Wir stehen hier um mit den Streikenden Kolleginnen und Kollegen deutlich zu machen:
  • Zahlen produzieren keinen Reichtum!
  • Renditen ernähren versorgen keine Fluggäste
  • Menschen arbeiten um zu leben
  • Es sind die Menschen, die in harte Arbeit den gesellschaftlichen Wohlstand produzieren - und die haben ein Recht, daran einen - bescheidenen Anteil zu haben!
Angetreten: Für eine Entgelterhöhung
  • Schon damals fordert Gate Gourmet Verschlechterungen im MTV, Kürzung von Urlaub, der Jahressonderzahlung, der Zuschläge
  • Schon damals hatten die Beschäftigten in einem Sanierungstarifvertrag dem Unternehmen geholfen und auf Leistungen verzichtet
  • Schon damals wurden zwar die MTV-Leistungen gewährt, aber nicht unterschrieben
Nach dem Widerspruch aus der Schweiz oder aus Amerika zu Tarifkompromiss am 06. Dezember:
  • fordert Gate Gourmet eine Personalkostenreduzierung von 10 Prozent
  • Kündigt die Regelungen zum MTV aus dem Eckpunktepapier
Verschärfung der Situation!

Kein MTV mehr - auch nicht nachwirkend

Argumentation nicht mehr mit Situation in Düsseldorf - Mitbewerber etc. - sondern pauschal

Wir stehen hier um deutlich zu machen:
  • Wir wollen einen Tarifabschluss.
  • Wir wollen einen Entgelttarifvertrag und einen Manteltarifvertrag
ABER WIR WERDEN KEIN TARIFDIKTAT UNTERSCHREIBEN!

Wir fordern Gate Gourmet und die TPG auf, mit uns nach einem tragbaren Kompromiss zu suchen!
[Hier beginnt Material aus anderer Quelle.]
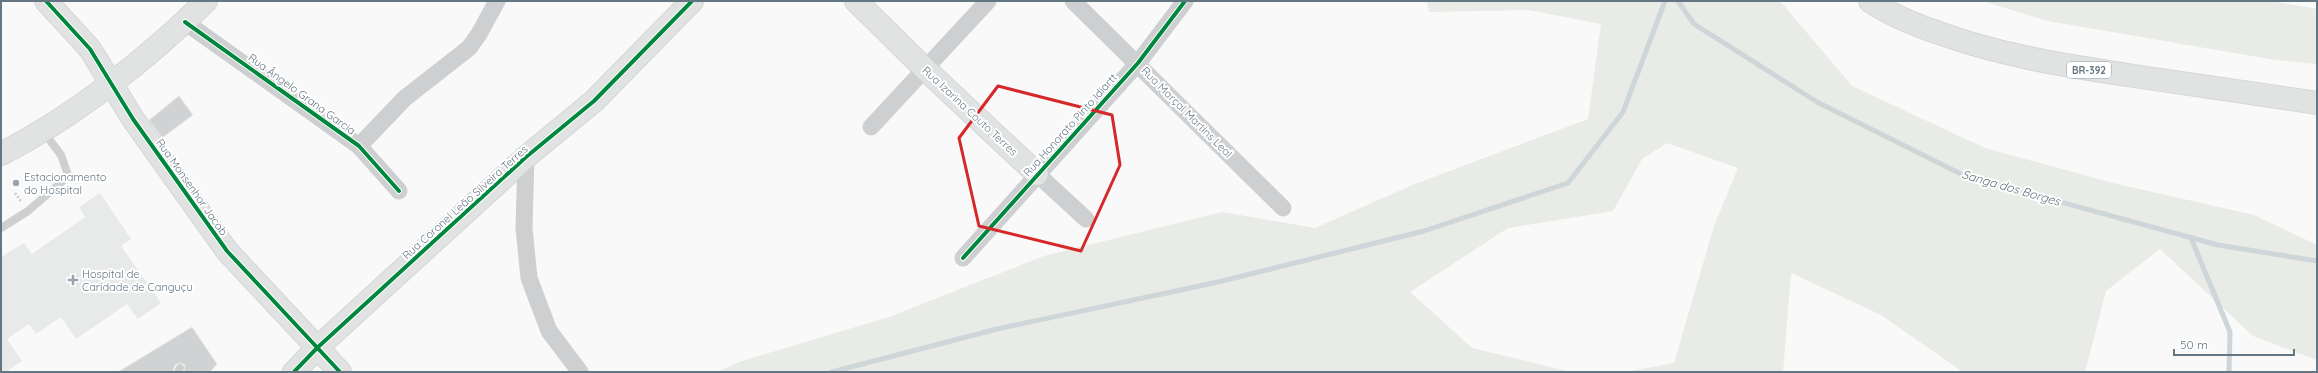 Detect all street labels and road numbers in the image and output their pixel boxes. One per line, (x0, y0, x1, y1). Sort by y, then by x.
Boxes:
street label: Rua Ângelo Grana Garcia (246, 50, 358, 138)
road number: BR-392 (2067, 62, 2111, 78)
street label: Rua Izarina Couto Terres (919, 63, 1021, 159)
street label: Rua Marçal Martins Leal (1139, 64, 1235, 160)
street label: Rua Honorato Pinto Idiartt (1020, 70, 1120, 179)
street label: Rua Monsenhor Jacob (153, 136, 231, 238)
street label: Rua Coronel Leão Silveira Terres (399, 142, 531, 262)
Wir haben bis jetzt schon eine Menge erreicht:
  • Der gesamte DGB steht auf unserer Seite, Michael Sommer - täglich kommen Besuche, Briefe, spenden
  • 100e von Internet-Seiten
  • Landtags- und Bundestagsabgeordnete verschiedener Parteien
  • Arbeitsminister Müntefering hat auf dem Geburtstagsempfang von NGG seine Solidarität erklärt
  • Beide Kirchen unterstützen uns - beeindruckender Gottesdienst
  • Jeden Tag gehen Protestbriefe bei GG und TPG ein
  • Investorenbrief UNITE HERE
  • viele Bürger ....
Vorgestern FR: Lohnt sich der Aufwand?
  • Keiner hat gedacht, dass wir hier solange stehen würden
  • Keiner hat gedacht, dass Gate Gourmet jetzt noch mal einen drauflegen würde und sogar 25 % Kosteneinsparung fordert
  • Keiner will arbeitslos werden - aber keiner will zu diesen Bedingungen arbeiten
Es ist einiges passiert - nicht nur in diesem Streik - auch im Unternehmen
  • Wir werden die Sieger sein, weil wir Unrecht nicht einfach hinnehmen
  • Weil wir die Fratze von Gate Gourmet und der Texas Pacific Group in ganz Deutschland und der Welt deutlich machen
  • Weil wir sagen: So nicht!
Halil: “Der Streik ist unsere einzige Möglichkeit, unseren Forderungen Nachdruck zu verleihen. Gate Gourmet hat ja auf gar nichts mehr reagiert . Wenn wir nichts tun, senken sie noch mehr ab”
  • Wir wollen ein Ergebnis!
  • Wir wollen Arbeitsplätze sichern!
  • Wir wollen,dass die Würde der Menschen respektiert wird!
Wir sind nicht die einzigen ...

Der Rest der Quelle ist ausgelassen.